_WHAT IS EXPECTED_. Return every line from the records below with the string "calc".

_DATA SUPPLIED_.
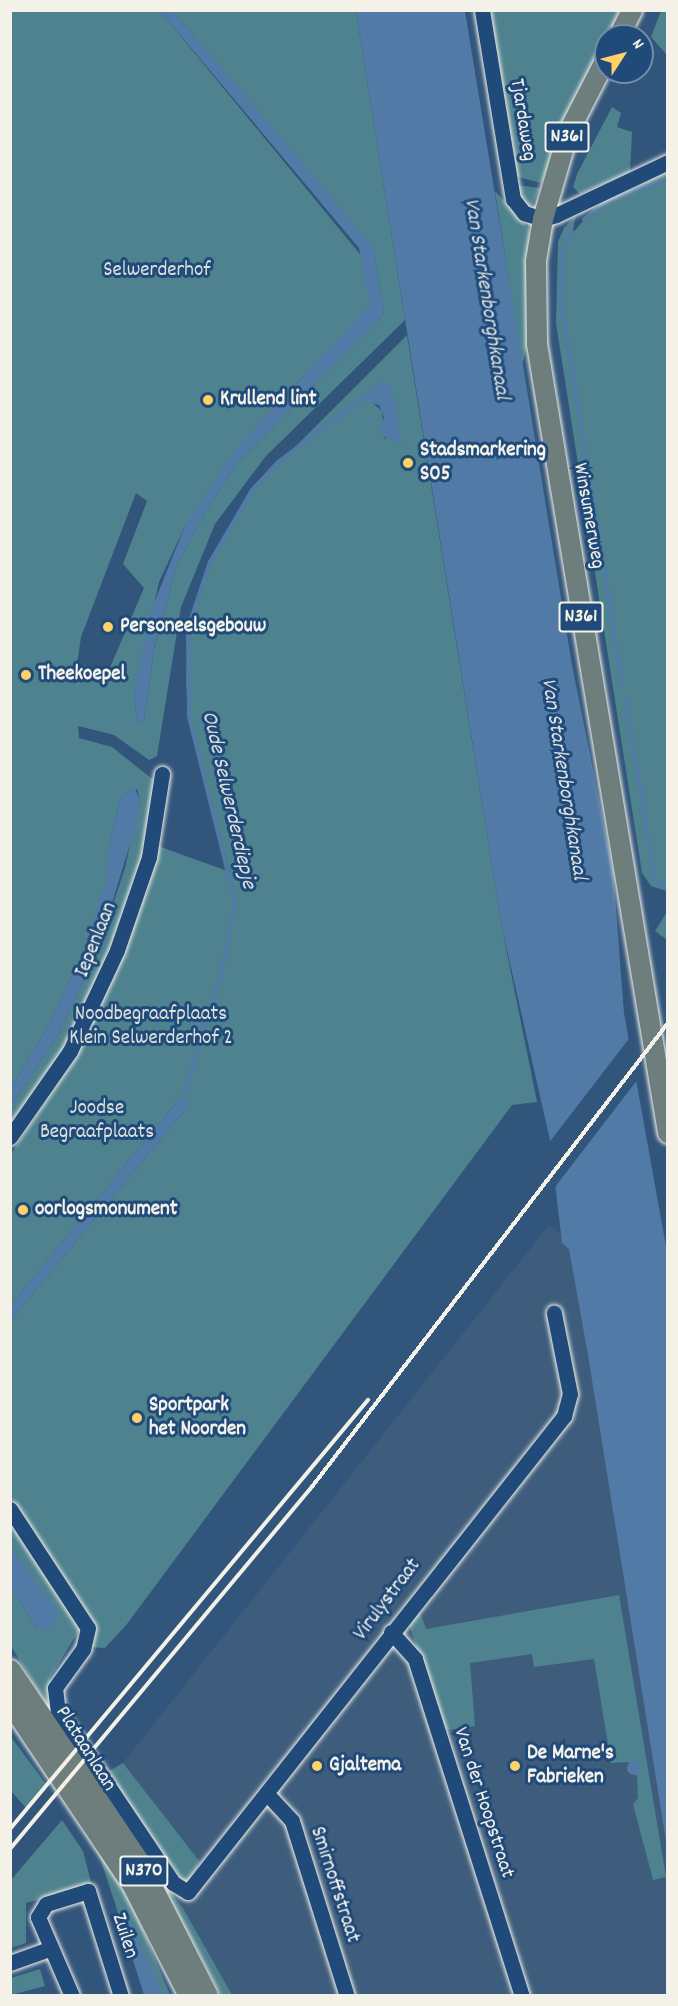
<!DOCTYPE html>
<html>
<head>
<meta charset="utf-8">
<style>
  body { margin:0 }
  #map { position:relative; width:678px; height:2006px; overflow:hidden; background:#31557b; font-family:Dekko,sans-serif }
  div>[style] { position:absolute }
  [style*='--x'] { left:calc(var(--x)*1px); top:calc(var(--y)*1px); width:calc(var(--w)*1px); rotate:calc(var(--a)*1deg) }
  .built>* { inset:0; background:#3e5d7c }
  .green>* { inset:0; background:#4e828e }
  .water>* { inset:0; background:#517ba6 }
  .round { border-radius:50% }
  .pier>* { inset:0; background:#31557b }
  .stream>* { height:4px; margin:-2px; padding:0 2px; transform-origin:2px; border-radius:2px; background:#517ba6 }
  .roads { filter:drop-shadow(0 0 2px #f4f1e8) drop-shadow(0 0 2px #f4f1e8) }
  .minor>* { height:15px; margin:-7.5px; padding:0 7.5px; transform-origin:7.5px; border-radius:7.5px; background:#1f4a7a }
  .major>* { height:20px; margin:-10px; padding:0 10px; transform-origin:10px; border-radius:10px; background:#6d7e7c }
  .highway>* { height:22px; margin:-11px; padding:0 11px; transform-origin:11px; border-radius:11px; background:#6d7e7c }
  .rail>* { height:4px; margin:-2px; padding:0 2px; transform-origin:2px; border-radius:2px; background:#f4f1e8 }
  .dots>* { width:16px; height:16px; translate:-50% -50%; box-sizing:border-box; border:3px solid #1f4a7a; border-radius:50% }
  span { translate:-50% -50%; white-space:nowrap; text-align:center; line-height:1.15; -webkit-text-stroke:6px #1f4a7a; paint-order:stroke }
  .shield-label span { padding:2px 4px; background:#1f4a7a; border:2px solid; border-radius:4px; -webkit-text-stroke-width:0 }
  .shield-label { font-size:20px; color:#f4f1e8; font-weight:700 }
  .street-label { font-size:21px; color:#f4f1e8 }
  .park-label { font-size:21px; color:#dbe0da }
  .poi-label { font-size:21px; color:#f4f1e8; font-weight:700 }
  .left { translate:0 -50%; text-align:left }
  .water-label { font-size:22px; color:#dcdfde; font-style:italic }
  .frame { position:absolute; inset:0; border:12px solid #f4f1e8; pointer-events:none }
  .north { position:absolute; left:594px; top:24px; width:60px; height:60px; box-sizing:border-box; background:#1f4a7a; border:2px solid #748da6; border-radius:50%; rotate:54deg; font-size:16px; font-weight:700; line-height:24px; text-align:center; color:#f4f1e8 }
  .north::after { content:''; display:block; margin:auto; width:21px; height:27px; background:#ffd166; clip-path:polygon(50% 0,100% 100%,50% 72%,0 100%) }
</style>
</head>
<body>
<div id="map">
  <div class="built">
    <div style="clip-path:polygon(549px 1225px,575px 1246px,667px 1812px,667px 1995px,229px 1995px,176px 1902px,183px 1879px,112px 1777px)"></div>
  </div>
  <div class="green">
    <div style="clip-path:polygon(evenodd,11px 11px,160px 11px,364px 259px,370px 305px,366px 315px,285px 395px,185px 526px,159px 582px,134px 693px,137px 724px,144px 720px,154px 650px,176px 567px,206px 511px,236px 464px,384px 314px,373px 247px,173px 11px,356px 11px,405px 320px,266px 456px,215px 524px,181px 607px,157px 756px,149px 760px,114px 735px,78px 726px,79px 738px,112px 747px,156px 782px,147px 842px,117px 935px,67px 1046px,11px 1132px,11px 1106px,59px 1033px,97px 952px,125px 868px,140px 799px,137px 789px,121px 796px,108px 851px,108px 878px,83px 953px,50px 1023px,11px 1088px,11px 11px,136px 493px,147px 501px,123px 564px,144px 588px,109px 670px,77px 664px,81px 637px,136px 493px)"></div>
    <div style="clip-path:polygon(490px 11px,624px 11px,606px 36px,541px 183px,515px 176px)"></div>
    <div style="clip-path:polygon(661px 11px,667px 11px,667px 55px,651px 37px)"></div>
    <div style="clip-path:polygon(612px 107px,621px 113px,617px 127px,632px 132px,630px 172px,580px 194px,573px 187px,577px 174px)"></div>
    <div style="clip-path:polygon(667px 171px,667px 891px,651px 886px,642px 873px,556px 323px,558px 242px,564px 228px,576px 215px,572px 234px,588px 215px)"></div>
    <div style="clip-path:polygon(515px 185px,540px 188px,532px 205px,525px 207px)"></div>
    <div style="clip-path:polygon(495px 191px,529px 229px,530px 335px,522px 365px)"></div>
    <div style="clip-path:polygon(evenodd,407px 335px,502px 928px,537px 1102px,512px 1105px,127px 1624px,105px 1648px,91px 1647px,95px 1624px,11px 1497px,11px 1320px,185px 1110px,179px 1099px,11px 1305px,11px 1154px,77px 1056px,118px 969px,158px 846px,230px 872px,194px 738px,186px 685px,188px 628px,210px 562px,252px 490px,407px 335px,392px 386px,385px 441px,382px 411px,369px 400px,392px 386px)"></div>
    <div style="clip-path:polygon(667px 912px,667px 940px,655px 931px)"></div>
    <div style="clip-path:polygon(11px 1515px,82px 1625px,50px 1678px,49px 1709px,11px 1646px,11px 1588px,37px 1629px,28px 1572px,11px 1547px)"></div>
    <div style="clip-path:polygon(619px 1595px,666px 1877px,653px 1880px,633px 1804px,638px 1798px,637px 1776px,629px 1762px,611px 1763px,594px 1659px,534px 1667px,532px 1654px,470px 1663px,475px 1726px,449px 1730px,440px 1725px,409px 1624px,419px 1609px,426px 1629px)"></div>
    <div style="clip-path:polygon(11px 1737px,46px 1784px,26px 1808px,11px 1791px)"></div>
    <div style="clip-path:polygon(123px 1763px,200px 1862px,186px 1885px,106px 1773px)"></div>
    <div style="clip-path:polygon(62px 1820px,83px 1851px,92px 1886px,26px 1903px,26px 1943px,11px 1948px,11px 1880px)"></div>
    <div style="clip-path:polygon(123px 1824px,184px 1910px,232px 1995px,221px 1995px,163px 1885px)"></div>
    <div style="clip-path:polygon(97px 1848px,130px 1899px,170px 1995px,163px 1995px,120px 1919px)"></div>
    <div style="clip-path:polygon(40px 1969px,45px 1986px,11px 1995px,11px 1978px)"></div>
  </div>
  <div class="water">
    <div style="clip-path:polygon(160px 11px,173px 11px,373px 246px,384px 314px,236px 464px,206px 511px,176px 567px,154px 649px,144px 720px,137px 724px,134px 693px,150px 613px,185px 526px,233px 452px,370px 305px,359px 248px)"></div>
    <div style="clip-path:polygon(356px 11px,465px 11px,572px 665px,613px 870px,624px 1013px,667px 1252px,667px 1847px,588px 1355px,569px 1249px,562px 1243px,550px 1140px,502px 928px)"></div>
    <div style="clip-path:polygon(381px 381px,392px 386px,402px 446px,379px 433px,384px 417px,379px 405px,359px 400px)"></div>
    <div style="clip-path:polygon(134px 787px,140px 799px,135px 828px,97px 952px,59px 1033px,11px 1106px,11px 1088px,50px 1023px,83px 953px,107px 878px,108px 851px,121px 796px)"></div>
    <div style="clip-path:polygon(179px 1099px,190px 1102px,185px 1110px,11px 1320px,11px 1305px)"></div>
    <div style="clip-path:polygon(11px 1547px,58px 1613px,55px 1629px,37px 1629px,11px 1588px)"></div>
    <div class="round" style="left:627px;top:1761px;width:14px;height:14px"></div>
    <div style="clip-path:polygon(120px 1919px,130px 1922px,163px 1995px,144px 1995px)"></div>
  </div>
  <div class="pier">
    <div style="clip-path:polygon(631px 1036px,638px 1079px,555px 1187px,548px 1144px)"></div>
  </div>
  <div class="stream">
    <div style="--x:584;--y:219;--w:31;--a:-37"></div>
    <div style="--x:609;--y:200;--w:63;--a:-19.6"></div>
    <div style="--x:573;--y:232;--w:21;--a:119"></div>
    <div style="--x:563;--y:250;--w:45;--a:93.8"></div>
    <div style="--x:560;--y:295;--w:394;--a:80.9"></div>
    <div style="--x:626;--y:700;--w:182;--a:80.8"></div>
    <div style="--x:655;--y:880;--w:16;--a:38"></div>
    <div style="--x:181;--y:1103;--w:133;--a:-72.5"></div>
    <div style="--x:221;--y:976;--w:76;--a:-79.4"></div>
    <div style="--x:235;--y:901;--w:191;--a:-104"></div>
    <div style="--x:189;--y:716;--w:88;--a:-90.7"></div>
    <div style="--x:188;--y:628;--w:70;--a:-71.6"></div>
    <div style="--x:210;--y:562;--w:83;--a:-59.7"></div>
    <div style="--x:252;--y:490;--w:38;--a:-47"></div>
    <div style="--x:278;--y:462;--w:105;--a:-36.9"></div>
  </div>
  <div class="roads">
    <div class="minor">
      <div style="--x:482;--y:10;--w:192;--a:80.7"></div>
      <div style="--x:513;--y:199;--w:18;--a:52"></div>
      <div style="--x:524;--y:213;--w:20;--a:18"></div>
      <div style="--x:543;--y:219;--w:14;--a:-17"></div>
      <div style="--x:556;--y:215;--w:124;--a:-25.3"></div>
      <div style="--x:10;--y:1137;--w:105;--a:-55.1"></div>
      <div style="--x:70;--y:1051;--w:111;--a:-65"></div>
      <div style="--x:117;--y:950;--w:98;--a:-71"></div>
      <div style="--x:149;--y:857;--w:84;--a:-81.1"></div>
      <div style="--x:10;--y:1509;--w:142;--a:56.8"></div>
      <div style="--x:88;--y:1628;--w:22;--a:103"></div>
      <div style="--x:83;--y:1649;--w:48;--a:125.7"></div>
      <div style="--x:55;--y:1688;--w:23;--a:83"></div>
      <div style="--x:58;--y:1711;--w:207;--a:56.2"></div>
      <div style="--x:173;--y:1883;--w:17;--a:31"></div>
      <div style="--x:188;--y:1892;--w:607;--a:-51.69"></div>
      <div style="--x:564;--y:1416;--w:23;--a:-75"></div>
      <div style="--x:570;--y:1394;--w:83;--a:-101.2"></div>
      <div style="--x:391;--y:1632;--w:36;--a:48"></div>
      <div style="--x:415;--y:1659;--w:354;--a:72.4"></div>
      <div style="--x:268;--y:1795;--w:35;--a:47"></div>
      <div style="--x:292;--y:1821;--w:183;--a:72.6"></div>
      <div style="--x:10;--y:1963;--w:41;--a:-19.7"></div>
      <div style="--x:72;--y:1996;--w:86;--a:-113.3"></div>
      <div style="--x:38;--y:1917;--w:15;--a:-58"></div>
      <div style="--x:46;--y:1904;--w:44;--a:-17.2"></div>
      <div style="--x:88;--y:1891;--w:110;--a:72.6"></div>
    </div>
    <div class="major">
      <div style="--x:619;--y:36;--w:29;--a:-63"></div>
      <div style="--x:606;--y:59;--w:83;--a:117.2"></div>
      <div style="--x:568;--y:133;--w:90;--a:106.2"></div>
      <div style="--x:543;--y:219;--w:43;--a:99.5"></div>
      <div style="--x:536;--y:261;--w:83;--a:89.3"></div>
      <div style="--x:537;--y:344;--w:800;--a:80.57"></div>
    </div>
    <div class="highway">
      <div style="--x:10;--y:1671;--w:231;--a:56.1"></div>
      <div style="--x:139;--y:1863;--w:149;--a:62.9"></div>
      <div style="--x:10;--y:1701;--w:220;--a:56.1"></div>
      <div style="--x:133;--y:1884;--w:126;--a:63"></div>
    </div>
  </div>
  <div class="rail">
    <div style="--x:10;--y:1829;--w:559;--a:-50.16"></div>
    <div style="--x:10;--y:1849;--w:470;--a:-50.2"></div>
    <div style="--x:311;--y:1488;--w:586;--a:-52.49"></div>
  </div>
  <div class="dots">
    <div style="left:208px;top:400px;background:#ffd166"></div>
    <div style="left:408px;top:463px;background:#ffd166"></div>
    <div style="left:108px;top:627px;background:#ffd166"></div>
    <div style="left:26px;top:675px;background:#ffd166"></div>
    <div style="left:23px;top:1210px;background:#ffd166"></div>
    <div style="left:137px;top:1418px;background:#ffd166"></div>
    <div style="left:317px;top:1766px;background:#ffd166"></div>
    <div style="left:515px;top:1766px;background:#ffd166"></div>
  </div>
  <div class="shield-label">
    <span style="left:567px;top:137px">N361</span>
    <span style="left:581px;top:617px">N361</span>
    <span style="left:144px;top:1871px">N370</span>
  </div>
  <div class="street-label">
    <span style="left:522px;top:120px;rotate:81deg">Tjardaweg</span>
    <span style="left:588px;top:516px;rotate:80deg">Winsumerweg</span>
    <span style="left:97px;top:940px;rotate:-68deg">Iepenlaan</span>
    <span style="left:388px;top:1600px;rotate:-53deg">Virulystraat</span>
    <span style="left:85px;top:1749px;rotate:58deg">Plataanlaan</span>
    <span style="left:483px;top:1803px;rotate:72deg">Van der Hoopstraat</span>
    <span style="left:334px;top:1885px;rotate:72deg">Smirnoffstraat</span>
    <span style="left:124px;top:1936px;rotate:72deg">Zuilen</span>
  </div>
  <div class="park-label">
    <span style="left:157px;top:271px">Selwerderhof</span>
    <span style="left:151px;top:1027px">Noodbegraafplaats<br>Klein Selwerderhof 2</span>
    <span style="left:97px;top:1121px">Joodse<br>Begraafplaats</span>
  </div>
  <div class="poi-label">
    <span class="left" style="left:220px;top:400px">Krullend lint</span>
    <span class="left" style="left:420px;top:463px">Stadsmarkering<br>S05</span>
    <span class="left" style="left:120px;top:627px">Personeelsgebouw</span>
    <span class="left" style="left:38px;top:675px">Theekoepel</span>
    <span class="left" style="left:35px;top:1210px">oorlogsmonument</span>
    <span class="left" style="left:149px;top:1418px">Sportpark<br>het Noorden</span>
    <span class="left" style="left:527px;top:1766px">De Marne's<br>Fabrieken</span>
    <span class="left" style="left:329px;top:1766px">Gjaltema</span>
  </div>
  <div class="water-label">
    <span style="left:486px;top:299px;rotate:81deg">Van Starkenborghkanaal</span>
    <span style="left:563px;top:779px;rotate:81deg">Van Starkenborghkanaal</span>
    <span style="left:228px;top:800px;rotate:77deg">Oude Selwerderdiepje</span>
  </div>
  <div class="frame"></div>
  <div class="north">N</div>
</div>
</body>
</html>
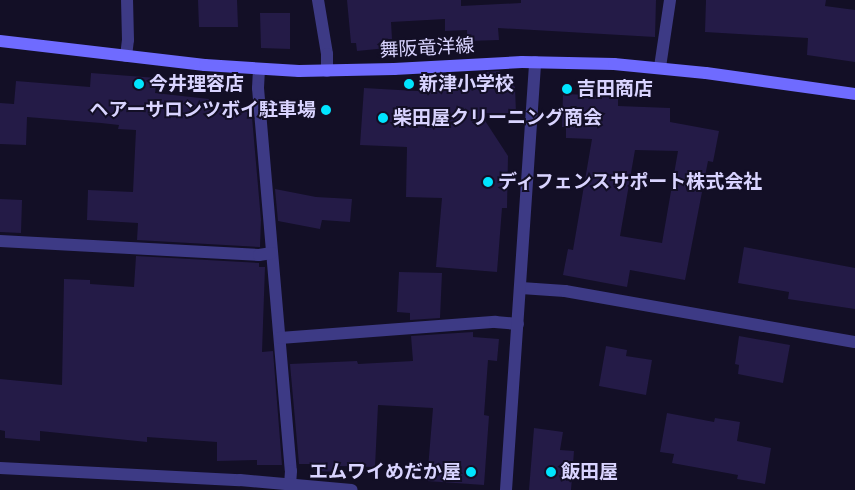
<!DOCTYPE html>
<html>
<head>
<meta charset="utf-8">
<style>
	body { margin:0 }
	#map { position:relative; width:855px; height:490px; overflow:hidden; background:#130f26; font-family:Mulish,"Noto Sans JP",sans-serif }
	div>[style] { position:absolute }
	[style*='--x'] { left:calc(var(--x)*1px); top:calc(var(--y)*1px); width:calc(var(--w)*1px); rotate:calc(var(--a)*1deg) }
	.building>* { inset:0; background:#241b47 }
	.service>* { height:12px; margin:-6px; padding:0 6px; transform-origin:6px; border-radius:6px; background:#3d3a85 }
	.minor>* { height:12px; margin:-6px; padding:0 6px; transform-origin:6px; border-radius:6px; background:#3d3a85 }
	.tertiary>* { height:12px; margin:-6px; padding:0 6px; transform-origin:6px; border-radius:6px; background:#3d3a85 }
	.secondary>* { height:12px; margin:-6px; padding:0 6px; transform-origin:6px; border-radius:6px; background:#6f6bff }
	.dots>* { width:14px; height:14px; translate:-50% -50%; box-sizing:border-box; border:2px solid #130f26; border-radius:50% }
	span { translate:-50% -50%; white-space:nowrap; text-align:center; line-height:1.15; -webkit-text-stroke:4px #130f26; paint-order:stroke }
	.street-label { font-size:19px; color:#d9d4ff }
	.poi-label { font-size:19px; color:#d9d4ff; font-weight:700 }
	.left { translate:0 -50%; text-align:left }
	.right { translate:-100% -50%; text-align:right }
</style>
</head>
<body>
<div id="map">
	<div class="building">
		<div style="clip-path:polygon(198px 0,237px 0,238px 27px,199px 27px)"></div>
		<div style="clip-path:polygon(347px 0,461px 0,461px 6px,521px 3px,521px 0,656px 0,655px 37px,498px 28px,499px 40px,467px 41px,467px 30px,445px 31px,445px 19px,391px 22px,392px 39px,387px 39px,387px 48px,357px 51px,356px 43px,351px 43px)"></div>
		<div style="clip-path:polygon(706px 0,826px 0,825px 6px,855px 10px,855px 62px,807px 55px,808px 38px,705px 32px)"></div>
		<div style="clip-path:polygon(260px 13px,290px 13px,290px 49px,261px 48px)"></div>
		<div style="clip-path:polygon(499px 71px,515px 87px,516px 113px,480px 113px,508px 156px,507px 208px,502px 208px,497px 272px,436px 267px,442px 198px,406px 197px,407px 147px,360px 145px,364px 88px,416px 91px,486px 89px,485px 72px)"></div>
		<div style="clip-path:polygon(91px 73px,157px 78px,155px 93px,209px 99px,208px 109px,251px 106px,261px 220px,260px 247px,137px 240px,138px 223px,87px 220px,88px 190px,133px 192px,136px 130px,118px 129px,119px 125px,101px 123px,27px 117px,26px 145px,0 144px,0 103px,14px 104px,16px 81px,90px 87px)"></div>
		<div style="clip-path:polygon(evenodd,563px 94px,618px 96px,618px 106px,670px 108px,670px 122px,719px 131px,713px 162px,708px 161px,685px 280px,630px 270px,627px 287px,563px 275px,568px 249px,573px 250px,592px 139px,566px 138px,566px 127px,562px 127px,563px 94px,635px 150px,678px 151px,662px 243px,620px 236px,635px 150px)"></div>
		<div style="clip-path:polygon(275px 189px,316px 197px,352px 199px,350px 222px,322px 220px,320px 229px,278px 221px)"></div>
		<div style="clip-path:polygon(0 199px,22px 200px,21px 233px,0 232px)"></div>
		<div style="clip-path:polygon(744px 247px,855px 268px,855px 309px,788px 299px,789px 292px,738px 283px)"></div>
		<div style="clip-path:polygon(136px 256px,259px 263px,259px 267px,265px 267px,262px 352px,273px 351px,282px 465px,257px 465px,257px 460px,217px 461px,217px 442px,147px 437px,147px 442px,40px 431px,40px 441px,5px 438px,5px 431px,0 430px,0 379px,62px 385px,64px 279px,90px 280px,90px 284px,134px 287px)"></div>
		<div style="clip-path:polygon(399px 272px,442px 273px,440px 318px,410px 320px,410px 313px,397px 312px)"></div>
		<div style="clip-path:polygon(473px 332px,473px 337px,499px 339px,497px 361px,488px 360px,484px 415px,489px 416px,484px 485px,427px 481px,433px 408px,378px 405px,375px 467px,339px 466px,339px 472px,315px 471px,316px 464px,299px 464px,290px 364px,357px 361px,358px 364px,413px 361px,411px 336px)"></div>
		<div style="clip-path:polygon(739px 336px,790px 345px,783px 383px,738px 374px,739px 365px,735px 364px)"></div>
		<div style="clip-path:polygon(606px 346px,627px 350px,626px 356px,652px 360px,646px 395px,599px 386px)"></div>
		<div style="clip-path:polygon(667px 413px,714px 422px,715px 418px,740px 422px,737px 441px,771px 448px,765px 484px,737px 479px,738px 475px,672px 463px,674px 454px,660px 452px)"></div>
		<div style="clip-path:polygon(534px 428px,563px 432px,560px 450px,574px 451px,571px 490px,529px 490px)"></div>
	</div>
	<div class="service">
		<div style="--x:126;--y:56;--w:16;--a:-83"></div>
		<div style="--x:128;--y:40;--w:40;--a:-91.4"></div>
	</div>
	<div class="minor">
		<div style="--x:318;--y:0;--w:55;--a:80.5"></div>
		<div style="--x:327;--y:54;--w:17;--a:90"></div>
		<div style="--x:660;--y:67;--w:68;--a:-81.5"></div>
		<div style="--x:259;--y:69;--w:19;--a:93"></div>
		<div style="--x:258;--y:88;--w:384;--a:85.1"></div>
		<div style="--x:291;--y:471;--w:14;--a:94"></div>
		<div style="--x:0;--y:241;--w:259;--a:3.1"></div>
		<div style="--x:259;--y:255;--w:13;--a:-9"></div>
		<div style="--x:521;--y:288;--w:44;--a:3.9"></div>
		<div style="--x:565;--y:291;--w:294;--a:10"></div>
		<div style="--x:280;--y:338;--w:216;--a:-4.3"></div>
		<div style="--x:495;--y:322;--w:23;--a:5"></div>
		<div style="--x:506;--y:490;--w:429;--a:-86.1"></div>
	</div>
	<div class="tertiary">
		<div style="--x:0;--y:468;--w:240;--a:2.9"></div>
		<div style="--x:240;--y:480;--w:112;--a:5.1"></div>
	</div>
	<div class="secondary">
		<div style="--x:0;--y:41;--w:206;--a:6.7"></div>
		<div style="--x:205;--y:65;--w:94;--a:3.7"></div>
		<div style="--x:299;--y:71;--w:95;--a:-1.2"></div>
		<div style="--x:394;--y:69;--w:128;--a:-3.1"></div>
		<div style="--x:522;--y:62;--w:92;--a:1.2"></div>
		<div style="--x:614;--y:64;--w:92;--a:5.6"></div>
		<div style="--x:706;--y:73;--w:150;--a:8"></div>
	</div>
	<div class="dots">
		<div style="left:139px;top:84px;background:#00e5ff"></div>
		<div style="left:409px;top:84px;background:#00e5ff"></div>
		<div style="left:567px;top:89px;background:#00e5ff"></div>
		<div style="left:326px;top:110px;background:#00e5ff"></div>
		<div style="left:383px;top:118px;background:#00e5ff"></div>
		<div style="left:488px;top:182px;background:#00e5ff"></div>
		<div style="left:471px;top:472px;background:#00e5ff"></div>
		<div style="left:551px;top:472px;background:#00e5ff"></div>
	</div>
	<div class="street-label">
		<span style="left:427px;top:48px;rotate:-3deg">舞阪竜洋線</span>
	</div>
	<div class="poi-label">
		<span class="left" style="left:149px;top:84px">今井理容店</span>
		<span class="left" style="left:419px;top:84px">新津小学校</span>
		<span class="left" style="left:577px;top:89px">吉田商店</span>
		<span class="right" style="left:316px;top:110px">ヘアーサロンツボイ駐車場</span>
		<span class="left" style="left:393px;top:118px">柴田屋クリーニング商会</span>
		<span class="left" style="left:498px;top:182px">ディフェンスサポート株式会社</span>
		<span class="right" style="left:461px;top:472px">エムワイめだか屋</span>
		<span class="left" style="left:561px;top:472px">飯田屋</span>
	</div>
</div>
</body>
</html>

_RESPONSE FOR THIS EXERCISE_.
  [style*='--x'] { left:calc(var(--x)*1px); top:calc(var(--y)*1px); width:calc(var(--w)*1px); rotate:calc(var(--a)*1deg) }
	[style*='--x'] { left:calc(var(--x)*1px); top:calc(var(--y)*1px); width:calc(var(--w)*1px); rotate:calc(var(--a)*1deg) }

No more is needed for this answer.